In August 2017 a typosquatting attack was discovered:

The npm package crossenv was found to contain malicious code that exfiltrated environment variables upon installation. The attack was executed by the npm user hacktask who authored 40 packages with names similar to common packages.

Examples of package names (and the ones they imitate) in the attack were:

  • crossenv (cross-env)
  • mongose (mongoose)
  • cross-env.js (cross-env)
  • node-fabric (fabric)

The attacker tried to use human error and common npm naming conventions to trick users into installing the malicious packages.

A reply to the initial tweet suggested a way to mitigate similar attacks in the future:

This suggested to create a package name validation based on the Levenshtein distance and reject publication of a new package if the name has a distance of less than 3 to an existing one. This would have identified and blocked the creation of the crossenv package which has a distance of 1 with the name cross-env, and may mitigate most spelling mistakes.

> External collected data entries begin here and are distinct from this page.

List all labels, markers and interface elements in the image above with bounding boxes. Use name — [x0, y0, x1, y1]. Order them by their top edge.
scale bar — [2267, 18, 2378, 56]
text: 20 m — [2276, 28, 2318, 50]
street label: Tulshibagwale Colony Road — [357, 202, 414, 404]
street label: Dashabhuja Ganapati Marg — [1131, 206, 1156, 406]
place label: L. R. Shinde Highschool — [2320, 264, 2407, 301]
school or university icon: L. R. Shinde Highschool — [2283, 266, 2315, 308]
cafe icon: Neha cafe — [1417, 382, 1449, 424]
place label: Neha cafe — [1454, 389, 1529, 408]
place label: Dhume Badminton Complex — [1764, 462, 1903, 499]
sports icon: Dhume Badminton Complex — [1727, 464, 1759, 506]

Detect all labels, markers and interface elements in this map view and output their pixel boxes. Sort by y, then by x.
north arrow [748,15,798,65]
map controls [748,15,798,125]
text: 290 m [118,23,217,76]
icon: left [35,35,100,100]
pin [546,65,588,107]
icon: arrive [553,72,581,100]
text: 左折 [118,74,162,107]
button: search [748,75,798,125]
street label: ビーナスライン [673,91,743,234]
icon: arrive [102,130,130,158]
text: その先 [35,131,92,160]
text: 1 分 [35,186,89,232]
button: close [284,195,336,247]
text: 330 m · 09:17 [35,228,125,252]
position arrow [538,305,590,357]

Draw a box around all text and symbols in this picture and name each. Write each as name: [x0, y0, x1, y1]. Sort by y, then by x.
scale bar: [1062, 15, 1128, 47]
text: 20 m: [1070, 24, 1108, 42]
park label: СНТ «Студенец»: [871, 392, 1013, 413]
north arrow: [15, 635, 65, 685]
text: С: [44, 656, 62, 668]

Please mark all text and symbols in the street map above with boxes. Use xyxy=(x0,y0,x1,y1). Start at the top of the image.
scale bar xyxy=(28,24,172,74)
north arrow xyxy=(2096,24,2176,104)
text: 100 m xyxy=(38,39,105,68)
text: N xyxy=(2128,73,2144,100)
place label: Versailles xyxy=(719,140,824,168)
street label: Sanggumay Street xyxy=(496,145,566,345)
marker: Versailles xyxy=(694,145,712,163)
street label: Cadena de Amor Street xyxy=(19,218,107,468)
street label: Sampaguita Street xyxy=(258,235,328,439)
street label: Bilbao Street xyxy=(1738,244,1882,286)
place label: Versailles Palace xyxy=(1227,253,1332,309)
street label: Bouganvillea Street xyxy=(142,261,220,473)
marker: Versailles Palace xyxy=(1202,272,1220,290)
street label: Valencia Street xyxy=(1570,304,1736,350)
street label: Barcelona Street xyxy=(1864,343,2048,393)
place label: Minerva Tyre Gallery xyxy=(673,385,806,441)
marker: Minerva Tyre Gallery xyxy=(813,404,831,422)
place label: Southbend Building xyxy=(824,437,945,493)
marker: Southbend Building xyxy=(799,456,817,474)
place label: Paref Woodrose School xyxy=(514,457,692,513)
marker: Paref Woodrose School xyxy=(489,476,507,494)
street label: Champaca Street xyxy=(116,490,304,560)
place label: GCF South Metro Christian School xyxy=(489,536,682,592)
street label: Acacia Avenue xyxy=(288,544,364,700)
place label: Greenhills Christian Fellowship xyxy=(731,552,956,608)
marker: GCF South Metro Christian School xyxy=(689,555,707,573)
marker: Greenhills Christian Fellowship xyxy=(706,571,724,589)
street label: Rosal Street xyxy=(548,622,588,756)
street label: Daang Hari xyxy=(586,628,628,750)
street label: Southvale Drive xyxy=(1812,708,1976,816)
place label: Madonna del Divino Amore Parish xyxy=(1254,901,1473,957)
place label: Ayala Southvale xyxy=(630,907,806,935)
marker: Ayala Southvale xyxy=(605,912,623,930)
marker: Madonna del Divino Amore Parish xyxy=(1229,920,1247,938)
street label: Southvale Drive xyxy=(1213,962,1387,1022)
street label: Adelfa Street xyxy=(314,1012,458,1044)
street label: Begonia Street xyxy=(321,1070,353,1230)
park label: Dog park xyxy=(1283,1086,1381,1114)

I wanted to investigate whether:

  • a Levenshtein distance based validation was a viable solution and see if I could use the npmjs.com infrastructure to find other active typosquatting attacks
  • I could use other properties of the attack and package metadata to find other active attacks

Search - Levenshtein distance

The Levenshtein distance is a metric for measuring the similarities of two strings. The distance is an integer which describes the number of single character edits required to transform one string into the other.

We can search the npm repository to find pairings of package names with low Levenshtein distances as these may be cases of typosquatting. If we find low distance combinations of package names and aggregate by author it should be possible to identify authors such as hacktask who have multiple packages with similar names to existing ones.

data

The data required for our search is package name and author, npmjs.com stores package data in a CouchDB database which can be accessed at https://registry.npmjs.com/. CouchDB is a JSON document store with a REST API for data access/editing. It is built with replication as a first class concept which makes it very easy to make copies of databases.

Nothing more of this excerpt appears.